Age of testing as a factor in the behavioral effects of early lead exposure in rats

Jeffrey B. Rosen, Robert F Berman, Frederic C. Beuthin, Robert T. Louis-Ferdinand

Research output: Contribution to journalArticlepeer-review

12 Scopus citations


The behavioral effects of postnatal administration of lead during weaning were tested in young and adult rats. Rats received either 10 mg/kg IP lead acetate or equimolar sodium acetate daily for the first twenty days of life.
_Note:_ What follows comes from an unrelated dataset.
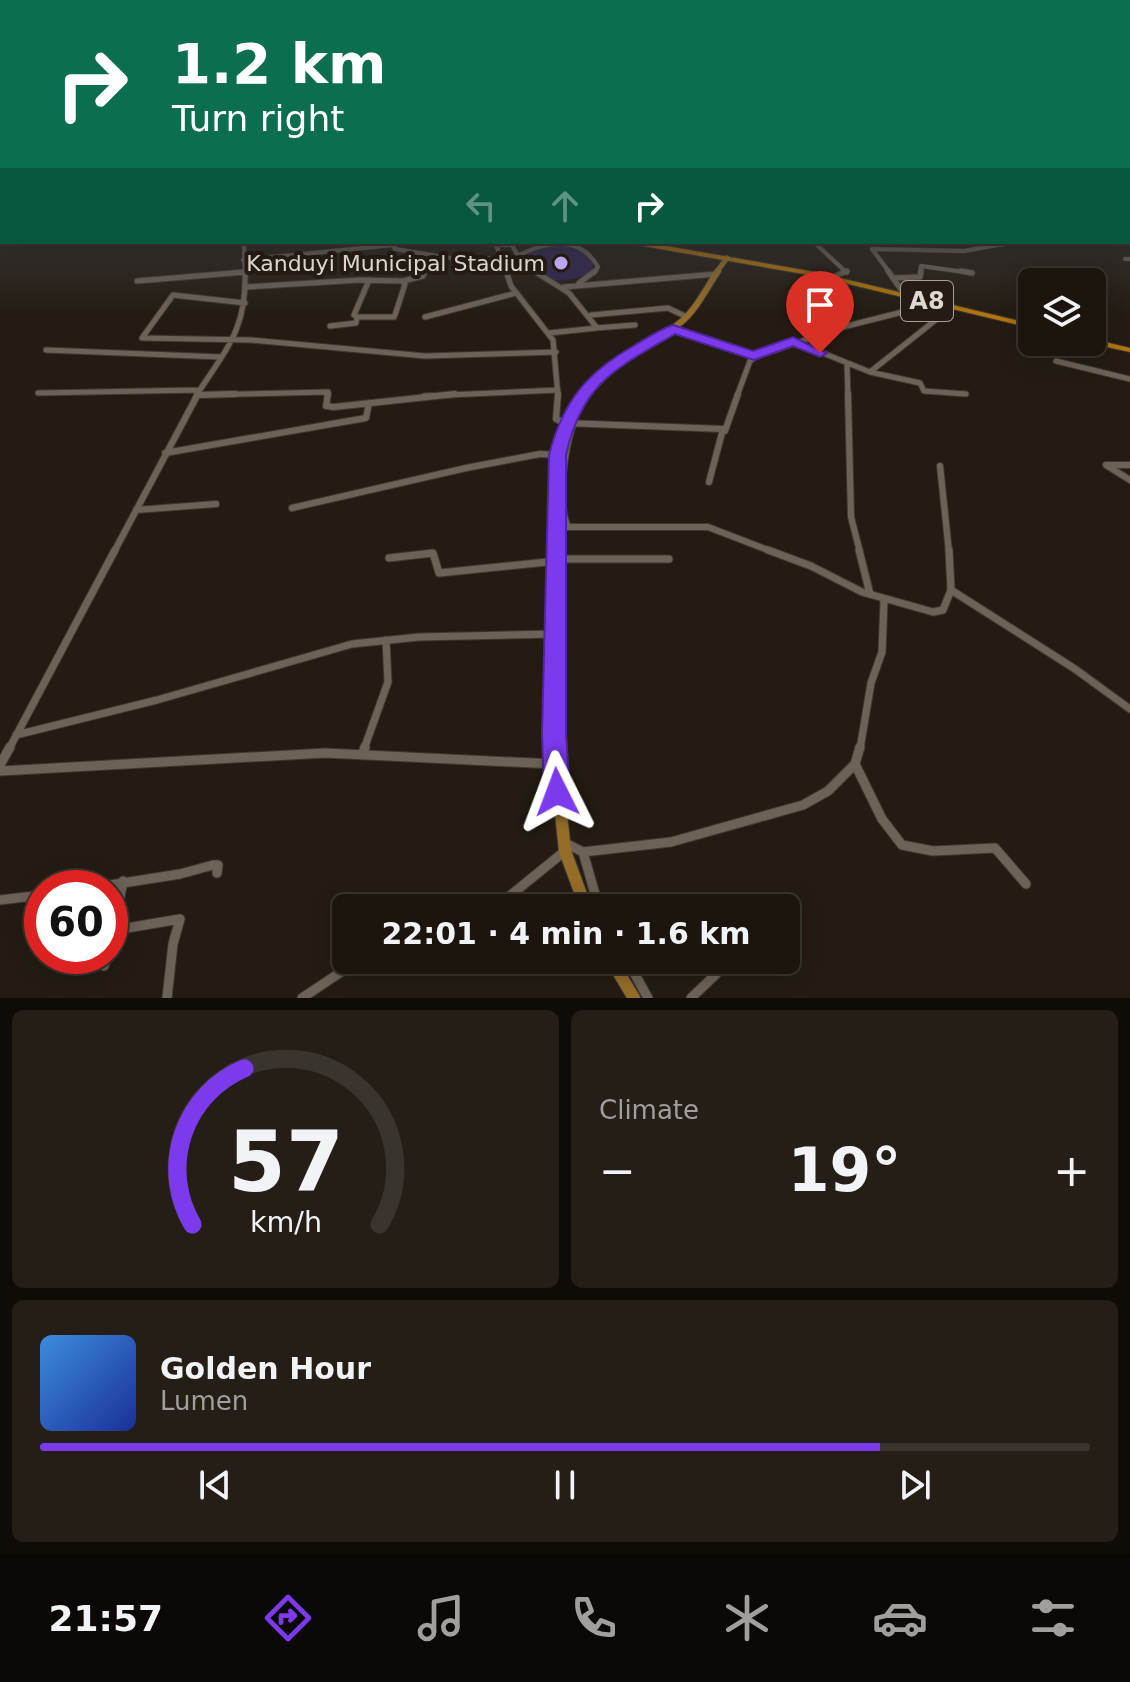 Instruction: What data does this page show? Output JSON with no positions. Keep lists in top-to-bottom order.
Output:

Tests of performance on an 8-arm radial maze and a passive avoidance task were begun at 25 days after birth or 90 days after birth. Lead-treated rats did not perform significantly different than control rats on the radial arm maze at either age tested. Young lead-treated rats performed with significantly longer lick latencies than young control rats on the passive avoidance task. Adult lead-treated rats performed with shorter food latencies than adult control rats. A group of young rats was retested on the passive avoidance task at 150 days after birth. Performance on the retest was similar to their early performance. Differences in performance of young and adult lead-treated animals on the passive avoidance task are discussed in terms of an interaction of the effects of lead exposure, maturation, and early experience.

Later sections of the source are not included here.